RECORDS FOR THE TASK:
+--
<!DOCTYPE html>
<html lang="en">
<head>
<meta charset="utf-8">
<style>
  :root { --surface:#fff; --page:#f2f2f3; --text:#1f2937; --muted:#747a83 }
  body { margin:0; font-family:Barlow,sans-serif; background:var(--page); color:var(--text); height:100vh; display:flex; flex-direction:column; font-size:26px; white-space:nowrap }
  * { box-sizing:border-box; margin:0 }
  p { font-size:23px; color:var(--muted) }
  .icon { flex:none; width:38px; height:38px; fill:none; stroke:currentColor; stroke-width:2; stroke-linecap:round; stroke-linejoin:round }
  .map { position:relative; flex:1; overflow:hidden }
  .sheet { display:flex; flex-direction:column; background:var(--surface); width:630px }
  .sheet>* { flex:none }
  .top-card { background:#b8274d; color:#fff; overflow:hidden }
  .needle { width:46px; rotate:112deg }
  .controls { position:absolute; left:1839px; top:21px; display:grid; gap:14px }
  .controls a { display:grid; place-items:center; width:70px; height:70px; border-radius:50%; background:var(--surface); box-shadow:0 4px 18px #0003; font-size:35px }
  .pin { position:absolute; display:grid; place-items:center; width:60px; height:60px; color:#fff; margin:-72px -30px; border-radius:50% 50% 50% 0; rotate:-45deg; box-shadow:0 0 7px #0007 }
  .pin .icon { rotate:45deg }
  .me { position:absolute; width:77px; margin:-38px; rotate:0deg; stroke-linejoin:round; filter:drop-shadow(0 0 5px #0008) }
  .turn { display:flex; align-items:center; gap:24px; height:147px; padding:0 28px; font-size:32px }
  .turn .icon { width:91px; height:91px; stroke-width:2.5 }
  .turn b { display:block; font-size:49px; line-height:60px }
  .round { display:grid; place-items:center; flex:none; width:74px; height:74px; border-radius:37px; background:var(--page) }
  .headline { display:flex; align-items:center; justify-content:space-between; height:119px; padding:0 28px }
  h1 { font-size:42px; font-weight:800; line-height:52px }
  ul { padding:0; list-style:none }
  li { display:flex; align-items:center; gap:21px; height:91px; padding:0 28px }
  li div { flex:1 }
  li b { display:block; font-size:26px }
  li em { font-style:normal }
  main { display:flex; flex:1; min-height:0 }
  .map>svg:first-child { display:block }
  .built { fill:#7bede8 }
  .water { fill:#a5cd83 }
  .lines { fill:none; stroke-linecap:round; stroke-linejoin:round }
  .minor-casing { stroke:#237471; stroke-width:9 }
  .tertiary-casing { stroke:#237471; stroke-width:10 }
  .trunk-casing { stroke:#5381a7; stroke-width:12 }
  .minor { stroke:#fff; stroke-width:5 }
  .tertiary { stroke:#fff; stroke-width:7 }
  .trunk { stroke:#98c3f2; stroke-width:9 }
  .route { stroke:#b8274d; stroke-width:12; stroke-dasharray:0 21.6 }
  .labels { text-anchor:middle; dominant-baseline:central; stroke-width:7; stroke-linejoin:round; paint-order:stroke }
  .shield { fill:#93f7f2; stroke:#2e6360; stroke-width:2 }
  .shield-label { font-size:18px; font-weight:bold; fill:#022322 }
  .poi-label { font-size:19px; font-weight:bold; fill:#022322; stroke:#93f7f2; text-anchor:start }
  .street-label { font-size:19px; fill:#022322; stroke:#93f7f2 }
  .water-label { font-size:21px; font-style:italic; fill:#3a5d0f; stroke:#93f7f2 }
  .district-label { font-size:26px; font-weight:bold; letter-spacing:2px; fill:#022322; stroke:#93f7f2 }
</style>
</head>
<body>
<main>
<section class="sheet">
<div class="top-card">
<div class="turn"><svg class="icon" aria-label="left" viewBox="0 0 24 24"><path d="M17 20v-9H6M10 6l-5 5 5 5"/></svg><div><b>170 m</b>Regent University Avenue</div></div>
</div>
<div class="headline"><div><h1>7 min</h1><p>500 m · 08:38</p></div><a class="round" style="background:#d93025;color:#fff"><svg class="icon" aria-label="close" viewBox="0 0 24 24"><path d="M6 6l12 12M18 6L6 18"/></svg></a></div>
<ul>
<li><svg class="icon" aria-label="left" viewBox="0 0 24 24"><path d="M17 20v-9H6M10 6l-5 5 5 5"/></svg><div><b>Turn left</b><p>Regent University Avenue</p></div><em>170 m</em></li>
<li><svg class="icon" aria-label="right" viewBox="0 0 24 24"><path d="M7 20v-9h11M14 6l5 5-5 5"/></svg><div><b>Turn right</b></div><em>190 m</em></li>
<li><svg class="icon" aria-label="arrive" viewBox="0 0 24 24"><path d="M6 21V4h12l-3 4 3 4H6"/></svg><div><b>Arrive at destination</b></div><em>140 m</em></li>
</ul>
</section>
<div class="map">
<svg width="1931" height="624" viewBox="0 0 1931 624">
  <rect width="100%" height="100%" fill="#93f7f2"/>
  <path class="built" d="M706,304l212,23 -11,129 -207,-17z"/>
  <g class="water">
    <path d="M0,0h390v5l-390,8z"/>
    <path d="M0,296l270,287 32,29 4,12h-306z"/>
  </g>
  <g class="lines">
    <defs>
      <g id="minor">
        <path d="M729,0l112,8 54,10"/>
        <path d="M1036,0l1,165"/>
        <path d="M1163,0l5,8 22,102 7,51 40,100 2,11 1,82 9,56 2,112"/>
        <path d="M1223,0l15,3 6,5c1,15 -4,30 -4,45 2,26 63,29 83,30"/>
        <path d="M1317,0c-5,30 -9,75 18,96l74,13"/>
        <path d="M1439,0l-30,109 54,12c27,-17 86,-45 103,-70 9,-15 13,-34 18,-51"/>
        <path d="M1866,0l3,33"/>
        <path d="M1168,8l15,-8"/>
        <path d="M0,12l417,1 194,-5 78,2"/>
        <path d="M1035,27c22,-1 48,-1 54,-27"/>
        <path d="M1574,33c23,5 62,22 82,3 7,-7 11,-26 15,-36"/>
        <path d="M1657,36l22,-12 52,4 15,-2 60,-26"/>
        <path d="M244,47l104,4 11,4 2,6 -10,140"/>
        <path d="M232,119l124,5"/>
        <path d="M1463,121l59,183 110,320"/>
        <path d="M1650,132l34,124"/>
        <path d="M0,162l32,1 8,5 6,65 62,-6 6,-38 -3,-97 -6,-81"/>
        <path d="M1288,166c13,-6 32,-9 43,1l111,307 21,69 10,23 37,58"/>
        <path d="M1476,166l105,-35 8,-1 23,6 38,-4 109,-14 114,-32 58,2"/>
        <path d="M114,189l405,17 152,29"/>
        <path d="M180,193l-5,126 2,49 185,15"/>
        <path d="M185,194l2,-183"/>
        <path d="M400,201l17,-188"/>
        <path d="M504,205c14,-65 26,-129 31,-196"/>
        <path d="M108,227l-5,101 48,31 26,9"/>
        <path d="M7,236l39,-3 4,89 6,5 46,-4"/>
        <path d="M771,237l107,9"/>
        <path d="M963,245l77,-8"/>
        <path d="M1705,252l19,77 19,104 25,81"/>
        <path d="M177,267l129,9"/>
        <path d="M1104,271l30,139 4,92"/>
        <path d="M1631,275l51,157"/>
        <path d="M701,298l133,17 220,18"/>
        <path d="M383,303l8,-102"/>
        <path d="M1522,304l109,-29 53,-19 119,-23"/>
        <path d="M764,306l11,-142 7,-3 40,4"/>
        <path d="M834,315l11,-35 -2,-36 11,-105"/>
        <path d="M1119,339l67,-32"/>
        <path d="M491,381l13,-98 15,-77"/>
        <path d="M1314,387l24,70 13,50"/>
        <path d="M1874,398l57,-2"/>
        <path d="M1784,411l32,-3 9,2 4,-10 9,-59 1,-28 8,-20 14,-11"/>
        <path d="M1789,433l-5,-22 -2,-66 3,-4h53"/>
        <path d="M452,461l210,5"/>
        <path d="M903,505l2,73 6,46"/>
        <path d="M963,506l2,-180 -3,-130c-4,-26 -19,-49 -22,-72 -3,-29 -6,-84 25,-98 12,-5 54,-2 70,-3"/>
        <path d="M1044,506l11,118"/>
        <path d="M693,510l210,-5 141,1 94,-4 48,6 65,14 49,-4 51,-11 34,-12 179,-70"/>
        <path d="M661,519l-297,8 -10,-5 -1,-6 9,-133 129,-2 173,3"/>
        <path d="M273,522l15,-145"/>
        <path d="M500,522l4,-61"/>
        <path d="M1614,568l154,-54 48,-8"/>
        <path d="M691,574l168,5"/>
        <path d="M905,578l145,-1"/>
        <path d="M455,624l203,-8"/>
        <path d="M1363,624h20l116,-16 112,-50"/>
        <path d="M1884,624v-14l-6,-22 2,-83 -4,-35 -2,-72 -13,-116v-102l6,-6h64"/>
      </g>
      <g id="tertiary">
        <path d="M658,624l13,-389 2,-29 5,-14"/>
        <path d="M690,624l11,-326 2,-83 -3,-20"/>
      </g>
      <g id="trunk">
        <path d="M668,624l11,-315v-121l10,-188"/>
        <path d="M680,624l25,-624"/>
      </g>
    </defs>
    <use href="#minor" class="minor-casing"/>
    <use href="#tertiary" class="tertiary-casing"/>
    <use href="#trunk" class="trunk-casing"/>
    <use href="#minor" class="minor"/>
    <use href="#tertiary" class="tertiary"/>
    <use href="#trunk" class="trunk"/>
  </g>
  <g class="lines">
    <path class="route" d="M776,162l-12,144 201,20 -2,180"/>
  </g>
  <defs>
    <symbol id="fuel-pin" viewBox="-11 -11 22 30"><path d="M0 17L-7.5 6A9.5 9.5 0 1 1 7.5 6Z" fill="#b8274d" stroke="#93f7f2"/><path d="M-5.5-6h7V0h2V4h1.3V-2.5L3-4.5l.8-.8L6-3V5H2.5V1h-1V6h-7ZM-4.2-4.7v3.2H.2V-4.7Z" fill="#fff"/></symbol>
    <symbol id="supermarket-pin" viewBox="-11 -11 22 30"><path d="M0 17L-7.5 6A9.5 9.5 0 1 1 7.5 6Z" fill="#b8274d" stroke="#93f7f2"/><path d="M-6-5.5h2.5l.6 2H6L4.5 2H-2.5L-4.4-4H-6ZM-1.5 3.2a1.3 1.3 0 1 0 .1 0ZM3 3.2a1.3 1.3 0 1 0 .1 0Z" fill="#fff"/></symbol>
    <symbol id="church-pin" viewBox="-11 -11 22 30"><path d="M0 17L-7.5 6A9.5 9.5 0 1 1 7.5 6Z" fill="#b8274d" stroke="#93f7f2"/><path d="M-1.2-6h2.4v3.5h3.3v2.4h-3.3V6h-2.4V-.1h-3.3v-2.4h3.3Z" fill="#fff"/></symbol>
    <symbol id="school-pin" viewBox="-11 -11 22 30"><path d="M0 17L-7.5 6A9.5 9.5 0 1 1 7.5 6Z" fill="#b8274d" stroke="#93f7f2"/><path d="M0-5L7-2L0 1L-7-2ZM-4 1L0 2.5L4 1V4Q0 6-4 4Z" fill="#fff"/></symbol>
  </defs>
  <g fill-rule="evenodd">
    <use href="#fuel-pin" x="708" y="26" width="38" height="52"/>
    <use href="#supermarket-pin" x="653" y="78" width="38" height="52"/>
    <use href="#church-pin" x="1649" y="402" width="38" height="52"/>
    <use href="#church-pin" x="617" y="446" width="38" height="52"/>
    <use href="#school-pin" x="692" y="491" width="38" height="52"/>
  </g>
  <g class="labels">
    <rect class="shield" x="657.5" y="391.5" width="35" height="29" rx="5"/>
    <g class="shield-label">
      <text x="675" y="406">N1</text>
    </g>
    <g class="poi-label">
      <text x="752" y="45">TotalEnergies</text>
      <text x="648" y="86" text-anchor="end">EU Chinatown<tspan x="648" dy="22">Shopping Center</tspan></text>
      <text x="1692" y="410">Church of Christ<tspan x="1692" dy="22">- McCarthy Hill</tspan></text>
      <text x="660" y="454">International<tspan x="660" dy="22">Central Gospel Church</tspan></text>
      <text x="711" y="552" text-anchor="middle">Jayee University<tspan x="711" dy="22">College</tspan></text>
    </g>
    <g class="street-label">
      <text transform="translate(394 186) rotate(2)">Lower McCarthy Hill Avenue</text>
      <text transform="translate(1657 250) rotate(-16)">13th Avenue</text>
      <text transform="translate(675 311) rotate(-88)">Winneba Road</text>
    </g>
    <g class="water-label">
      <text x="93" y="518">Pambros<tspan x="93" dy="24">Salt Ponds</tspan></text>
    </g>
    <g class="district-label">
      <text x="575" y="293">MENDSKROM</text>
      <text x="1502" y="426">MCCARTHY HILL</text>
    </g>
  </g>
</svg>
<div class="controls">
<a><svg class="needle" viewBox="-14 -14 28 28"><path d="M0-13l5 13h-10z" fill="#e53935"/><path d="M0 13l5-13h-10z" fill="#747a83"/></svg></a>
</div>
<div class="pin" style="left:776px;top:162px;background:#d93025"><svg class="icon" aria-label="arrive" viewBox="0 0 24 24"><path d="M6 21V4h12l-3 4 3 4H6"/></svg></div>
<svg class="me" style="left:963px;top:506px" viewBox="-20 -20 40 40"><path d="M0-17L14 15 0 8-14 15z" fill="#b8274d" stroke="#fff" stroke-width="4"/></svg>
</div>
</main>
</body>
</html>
+--
TASK INSTRUCTIONS: Which of the lines above mention the word "controls"? Pull those lines out.

ANSWER FOR THIS EXERCISE:
  .controls { position:absolute; left:1839px; top:21px; display:grid; gap:14px }
  .controls a { display:grid; place-items:center; width:70px; height:70px; border-radius:50%; background:var(--surface); box-shadow:0 4px 18px #0003; font-size:35px }
<div class="controls">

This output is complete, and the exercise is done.